# FaceNet

This is a Python and Torch implementation of the CVPR 2015 paper
[FaceNet: A Unified Embedding for Face Recognition and Clustering](http://www.cv-foundation.org/openaccess/content_cvpr_2015/app/1A_089.pdf)
by Florian Schroff, Dmitry Kalenichenko, and James Philbin at Google
using publicly available libraries and datasets.
Torch allows the network to be executed on a CPU or with CUDA.

**Crafted by [Brandon Amos](http://bamos.github.io) in the
[Elijah](http://elijah.cs.cmu.edu) research group at
Carnegie Mellon University.**

---

### Isn't face recognition a solved problem?
No! Accuracies from research papers have just begun to surpass
human accuracies on some benchmarks.
The accuracies of open source face recognition systems lag
behind the state-of-the-art.
See our accuracy comparisons on the famous LFW benchmark below.

---

The following example shows the workflow for a single input
image of Sylvestor Stallone from the publicly available
[LFW dataset](http://vis-www.cs.umass.edu/lfw/person/Sylvester_Stallone.html).

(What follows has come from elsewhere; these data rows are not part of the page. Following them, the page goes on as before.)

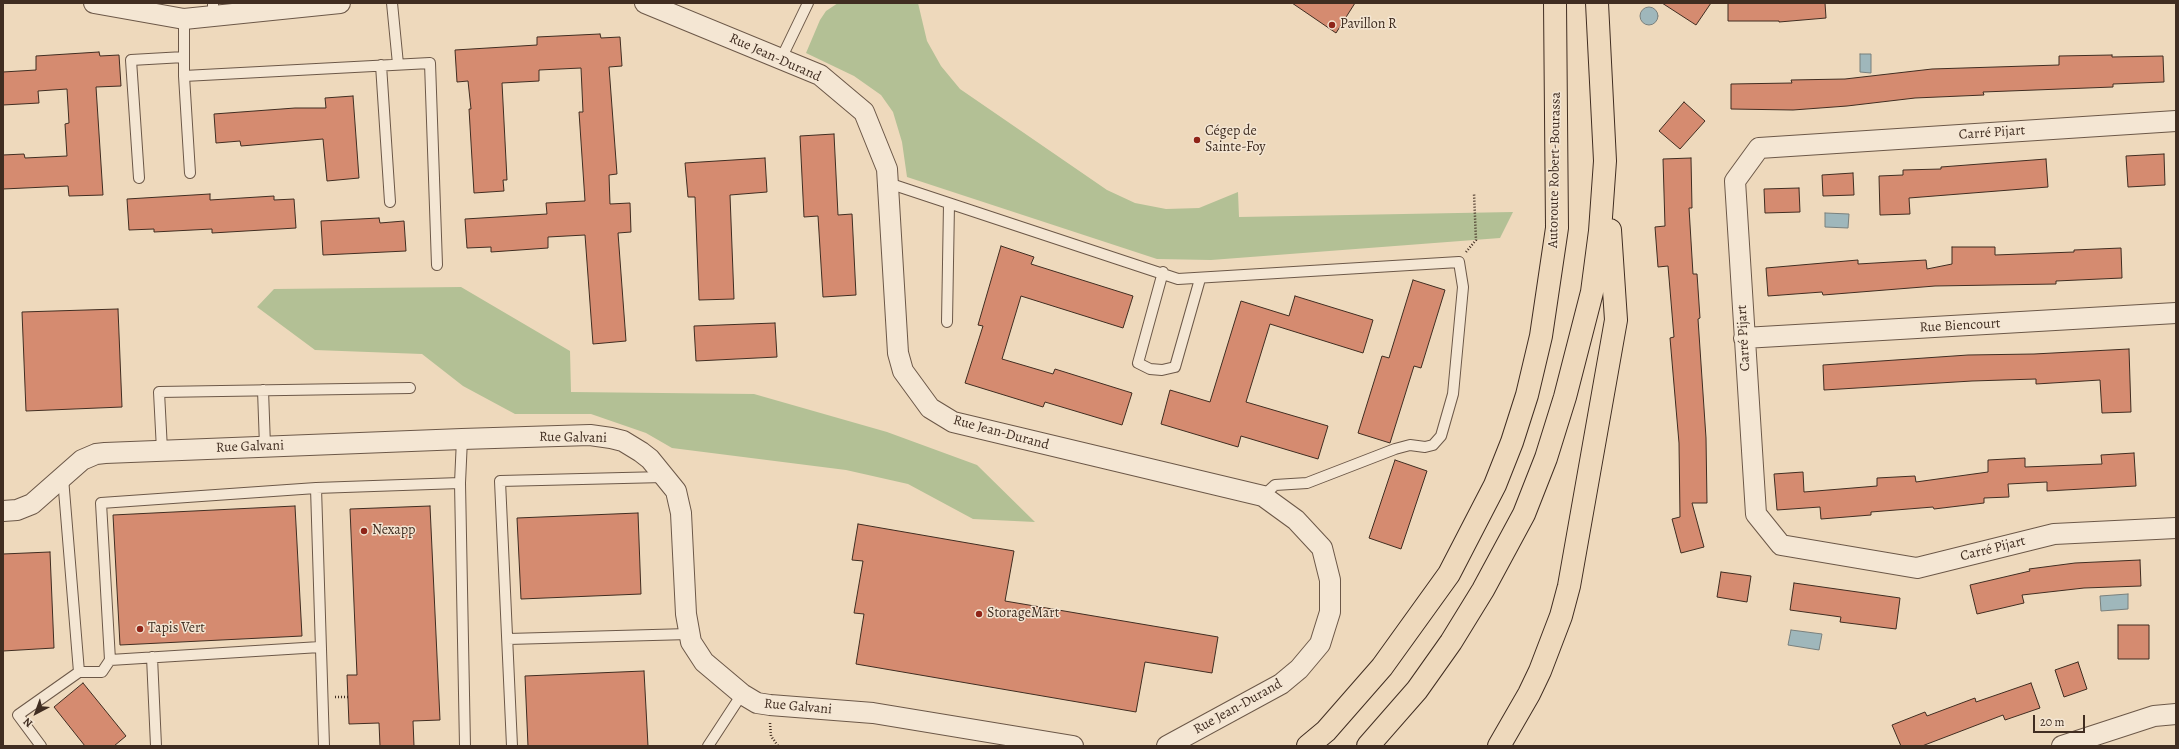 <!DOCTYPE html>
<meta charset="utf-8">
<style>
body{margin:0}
#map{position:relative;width:2179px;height:749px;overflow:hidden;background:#eed9bc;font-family:Alegreya,serif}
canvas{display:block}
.frame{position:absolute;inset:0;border:4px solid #402d21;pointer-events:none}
.north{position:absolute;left:16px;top:693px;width:40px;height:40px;-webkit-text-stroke:3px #f4e6d3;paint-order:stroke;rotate:221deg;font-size:11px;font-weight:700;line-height:16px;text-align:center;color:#402d21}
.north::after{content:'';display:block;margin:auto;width:14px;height:18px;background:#402d21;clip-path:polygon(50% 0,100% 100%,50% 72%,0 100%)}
.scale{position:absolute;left:2033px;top:715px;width:52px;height:18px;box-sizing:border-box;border:2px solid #402d21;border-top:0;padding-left:5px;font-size:12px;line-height:14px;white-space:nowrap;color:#402d21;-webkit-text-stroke:3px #f4e6d3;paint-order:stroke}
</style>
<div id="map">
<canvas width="2179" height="749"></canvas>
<div class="frame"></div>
<div class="north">N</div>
<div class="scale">20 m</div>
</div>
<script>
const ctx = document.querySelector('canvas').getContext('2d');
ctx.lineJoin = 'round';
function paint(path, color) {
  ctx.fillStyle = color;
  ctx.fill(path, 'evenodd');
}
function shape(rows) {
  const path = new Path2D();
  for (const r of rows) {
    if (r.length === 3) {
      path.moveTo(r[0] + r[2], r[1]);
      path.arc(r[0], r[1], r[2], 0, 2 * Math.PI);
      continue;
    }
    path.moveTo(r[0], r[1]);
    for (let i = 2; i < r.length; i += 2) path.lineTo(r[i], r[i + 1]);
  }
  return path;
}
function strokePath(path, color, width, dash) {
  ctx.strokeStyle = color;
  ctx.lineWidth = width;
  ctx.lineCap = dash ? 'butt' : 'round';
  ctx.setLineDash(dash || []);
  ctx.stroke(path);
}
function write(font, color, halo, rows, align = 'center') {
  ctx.font = font + ' Alegreya,serif';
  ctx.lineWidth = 3;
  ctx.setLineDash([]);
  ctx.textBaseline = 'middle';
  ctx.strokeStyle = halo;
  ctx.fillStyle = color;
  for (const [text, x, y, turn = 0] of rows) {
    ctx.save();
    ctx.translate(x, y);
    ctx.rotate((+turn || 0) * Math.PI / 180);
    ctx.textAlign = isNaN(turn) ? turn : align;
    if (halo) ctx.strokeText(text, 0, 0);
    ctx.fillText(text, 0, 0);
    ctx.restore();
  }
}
paint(shape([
 [838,3,918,3,927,41,941,66,960,89,1107,190,1135,203,1166,209,1199,208,1238,192,1239,217,1513,212,1500,238,1211,260,1157,259,907,177,902,142,893,112,881,95,854,76,806,53,820,20,826,11],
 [461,287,570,351,571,392,754,394,887,432,977,465,1035,522,973,519,908,484,846,470,672,448,646,433,591,414,515,414,463,386,422,354,315,350,257,307,274,289]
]), '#b3c095');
const water = shape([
 [1649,16,9],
 [1860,54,1871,54,1871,73,1860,72,1860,54],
 [1825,213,1849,214,1848,228,1825,227,1825,213],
 [2128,594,2128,609,2101,611,2100,596,2128,594],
 [1791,630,1822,634,1819,650,1788,645,1791,630]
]);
paint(water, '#9fb7bb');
strokePath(water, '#79807d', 1);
const building = shape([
 [1292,3,1355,3,1336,33,1292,3],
 [1662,3,1711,3,1696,25,1662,3],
 [1728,3,1825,3,1826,18,1779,22,1779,21,1728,21,1728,3],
 [600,34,601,38,620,37,622,66,609,67,617,174,609,175,610,204,630,203,631,232,618,233,626,341,593,344,585,235,548,237,548,248,491,252,491,247,467,248,465,219,547,214,546,203,585,201,579,112,583,112,581,68,539,70,539,81,502,83,507,180,503,180,504,191,474,193,469,109,471,109,468,81,457,82,455,50,537,45,537,37,600,34],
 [99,52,100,56,119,55,121,86,96,87,103,195,69,196,68,186,3,189,3,155,24,154,25,158,67,156,65,124,69,123,67,89,38,91,39,103,3,105,3,72,36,70,36,56,99,52],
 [2112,55,2112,57,2163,56,2164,82,2113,84,2113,87,1983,92,1984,95,1915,98,1847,106,1793,110,1731,109,1731,84,1792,83,1791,80,1845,79,1932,69,2059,65,2059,56,2112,55],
 [353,96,359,178,327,181,323,139,241,146,240,141,216,143,214,114,295,108,326,108,325,98,353,96],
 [1684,102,1705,121,1680,149,1659,131,1684,102],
 [834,134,838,215,852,214,856,295,823,297,818,216,804,217,800,136,834,134],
 [2164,154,2165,185,2128,187,2126,156,2164,154],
 [765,158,767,192,730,195,734,299,699,300,695,197,688,197,685,163,765,158],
 [1691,158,1692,208,1689,208,1693,274,1697,274,1700,318,1698,319,1706,438,1707,503,1692,503,1704,547,1681,553,1672,519,1680,517,1679,443,1670,338,1674,337,1668,266,1658,267,1655,227,1665,226,1663,159,1691,158],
 [2046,159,2048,187,1909,198,1910,214,1880,215,1879,176,1903,175,1903,170,1941,169,1941,167,2046,159],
 [1853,173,1854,195,1823,196,1822,175,1853,173],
 [1799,188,1800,212,1765,213,1764,189,1799,188],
 [210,194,210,200,274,196,274,200,294,199,296,228,212,233,212,229,154,232,154,229,129,230,127,199,210,194],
 [379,218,380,223,404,221,406,251,323,255,321,221,379,218],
 [1001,246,1034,257,1031,264,1133,296,1123,328,1021,296,1002,359,1053,374,1055,369,1132,393,1122,425,1045,402,1043,407,965,383,983,326,978,325,1001,246],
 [1952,247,1995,247,1995,255,2074,252,2074,250,2121,248,2122,278,2056,281,2056,284,1935,286,1823,295,1822,292,1768,296,1766,268,1858,260,1858,264,1926,260,1927,269,1952,264,1952,247],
 [1413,280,1445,290,1421,368,1414,366,1390,443,1358,433,1382,356,1389,358,1413,280],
 [1295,296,1373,320,1363,353,1270,324,1246,402,1328,426,1318,459,1241,436,1238,447,1161,424,1170,390,1210,402,1241,301,1289,316,1295,296],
 [118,309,122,407,26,411,22,312,118,309],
 [775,323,777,357,696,361,694,326,775,323],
 [2129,349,2131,412,2102,413,2100,380,2036,384,2036,379,1972,381,1824,390,1823,365,1968,355,2034,354,2129,349],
 [2134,453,2136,486,2047,491,2047,482,2008,484,2009,497,1984,498,1984,503,1934,509,1933,507,1871,512,1871,515,1821,519,1820,507,1777,510,1774,474,1803,472,1804,492,1877,486,1877,478,1915,476,1916,482,1988,472,1988,460,2025,458,2025,467,2102,464,2101,455,2134,453],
 [1395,460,1427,471,1401,549,1369,538,1395,460],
 [295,506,302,636,120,645,113,515,295,506],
 [430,506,440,720,413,721,414,746,380,746,379,723,349,724,347,675,357,675,350,509,430,506],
 [638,513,641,594,521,599,517,518,638,513],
 [858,524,1014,551,1005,601,1218,637,1212,673,1145,662,1136,712,856,664,864,614,854,613,863,561,852,560,858,524],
 [50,552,54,648,3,651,3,554,50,552],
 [2140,560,2141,586,2084,588,2022,595,2024,603,1977,614,1970,585,2030,571,2029,569,2075,563,2140,560],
 [1721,572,1751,576,1747,602,1717,597,1721,572],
 [1794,583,1900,598,1896,629,1840,622,1841,617,1790,610,1794,583],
 [2118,625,2149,625,2149,659,2118,659,2118,625],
 [2078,662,2087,689,2064,697,2055,670,2078,662],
 [644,671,648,746,528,746,525,676,644,671],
 [83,683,126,736,114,746,85,746,54,707,83,683],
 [2031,683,2040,708,2005,720,2003,715,1922,746,1901,746,1892,725,1925,712,1927,716,1975,698,1976,702,2031,683]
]);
paint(building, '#d58b70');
strokePath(building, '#402d21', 1);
const service = shape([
 [213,3,213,17],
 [392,3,398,64],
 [781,59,808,3],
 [381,65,390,202],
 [184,76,184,19],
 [190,173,184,76,430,63,437,265],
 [139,178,131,60,184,57],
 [888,183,1178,279,1459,262,1463,287,1453,394,1441,436,1433,445,1425,447,1410,445,1395,449,1307,483,1275,485,1263,496],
 [1163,272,1138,363,1150,369,1162,370,1175,367,1200,279],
 [947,322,949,204],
 [263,390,265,446],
 [462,439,460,483,465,746],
 [162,450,159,392,410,388],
 [316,488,460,483],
 [508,639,689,634],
 [320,647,110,660,101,503,316,488,324,746],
 [152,657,156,746],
 [79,672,102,672,110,660],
 [41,746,18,715,79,672,63,478],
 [512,746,500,481,664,477],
 [708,746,742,694]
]);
const minor = shape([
 [94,3,184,19,340,3],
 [645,3,820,75,864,112,887,169,898,353,903,371,930,408,953,422,1263,496,1296,520,1322,548,1330,580,1330,612,1320,644,1299,669,1281,684,1167,746],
 [2176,121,1759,148,1735,181,1756,514,1781,545,1917,568,2054,534,2176,528],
 [1744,338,2176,313],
 [3,511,17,510,32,504,82,460,96,454,105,453,462,439,590,435,611,438,623,441,641,452,650,459,676,491,681,513,686,614,691,642,704,662,742,694,757,703,770,705,873,713,1073,746],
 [2062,746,2154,716,2176,714]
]);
const motorway = shape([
 [1308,746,1326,731,1382,667,1449,574,1495,485,1512,442,1527,395,1541,336,1557,228,1555,3],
 [1368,746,1417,690,1451,642,1483,590,1524,514,1546,458,1565,397,1592,292,1600,231,1605,161,1597,3],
 [1499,746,1529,694,1540,671,1561,616,1569,586,1616,320,1610,230]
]);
strokePath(service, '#6c5848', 12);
strokePath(minor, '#6c5848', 22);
strokePath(motorway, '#402d21', 24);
strokePath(shape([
 [1466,252,1476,240,1474,193],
 [335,697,348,697],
 [770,723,771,736,778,746]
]), '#402d21', 2.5, [1, 2]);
strokePath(service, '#f4e6d3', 10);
strokePath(minor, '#f4e6d3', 20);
strokePath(motorway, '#eed9bc', 22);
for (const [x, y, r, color] of [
 [1332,25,4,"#8f2418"],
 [1197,140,4,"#8f2418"],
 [364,531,4,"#8f2418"],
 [979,614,4,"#8f2418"],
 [140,629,4,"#8f2418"]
]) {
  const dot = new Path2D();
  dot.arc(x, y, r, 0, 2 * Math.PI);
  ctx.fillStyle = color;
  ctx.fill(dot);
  strokePath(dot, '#f4e6d3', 1.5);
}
write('14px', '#402d21', '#f4e6d3', [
 ["Pavillon R",1340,25],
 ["Cégep de",1205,132],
 ["Sainte-Foy",1205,148],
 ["Nexapp",372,531],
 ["StorageMart",987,614],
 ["Tapis Vert",148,629]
], 'left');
write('14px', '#402d21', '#f4e6d3', [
 ["Rue Jean-Durand",775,58,24],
 ["Carré Pijart",1992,133,-4],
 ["Autoroute Robert-Bourassa",1555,170,-89],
 ["Rue Biencourt",1960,326,-3],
 ["Carré Pijart",1744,338,-93],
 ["Rue Jean-Durand",1001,433,15],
 ["Rue Galvani",573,438,1],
 ["Rue Galvani",250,447,-2],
 ["Carré Pijart",1993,549,-14],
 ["Rue Galvani",798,707,5],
 ["Rue Jean-Durand",1238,707,-29]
]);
</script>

1. Detect faces with a pre-trained models from
  [dlib](http://blog.dlib.net/2014/02/dlib-186-released-make-your-own-object.html)
  or
  [OpenCV](http://docs.opencv.org/master/d7/d8b/tutorial_py_face_detection.html).
2. Transform the face for the neural network.
   This repository uses dlib's
   [real-time pose estimation](http://blog.dlib.net/2014/08/real-time-face-pose-estimation.html)
   with OpenCV's
   [affine transformation](http://docs.opencv.org/doc/tutorials/imgproc/imgtrans/warp_affine/warp_affine.html)
   to try to make the eyes and nose appear in
   the same location on each image.
3. Use a deep neural network to represent (or embed) the face on
   a 128-dimensional unit hypersphere.
   The embedding is a generic representation for anybody's face.
   Unlike other face representations, this embedding has the nice property
   that a larger distance between two face embeddings means
   that the faces are likely not of the same person.
   This trivializes clustering, similarity detection,
   and classification tasks.

![](./images/summary.jpg)

# Help Wanted!

As the following table shows, the forefront of deep learning research
is driven by large private datasets.
In face recognition, there are no open source implementations or
models trained on these datasets.
If you have access to a large dataset, we are very interested
in training a new FaceNet model with it.
Please contact Brandon Amos at [bamos@cs.cmu.edu](mailto:bamos@cs.cmu.edu).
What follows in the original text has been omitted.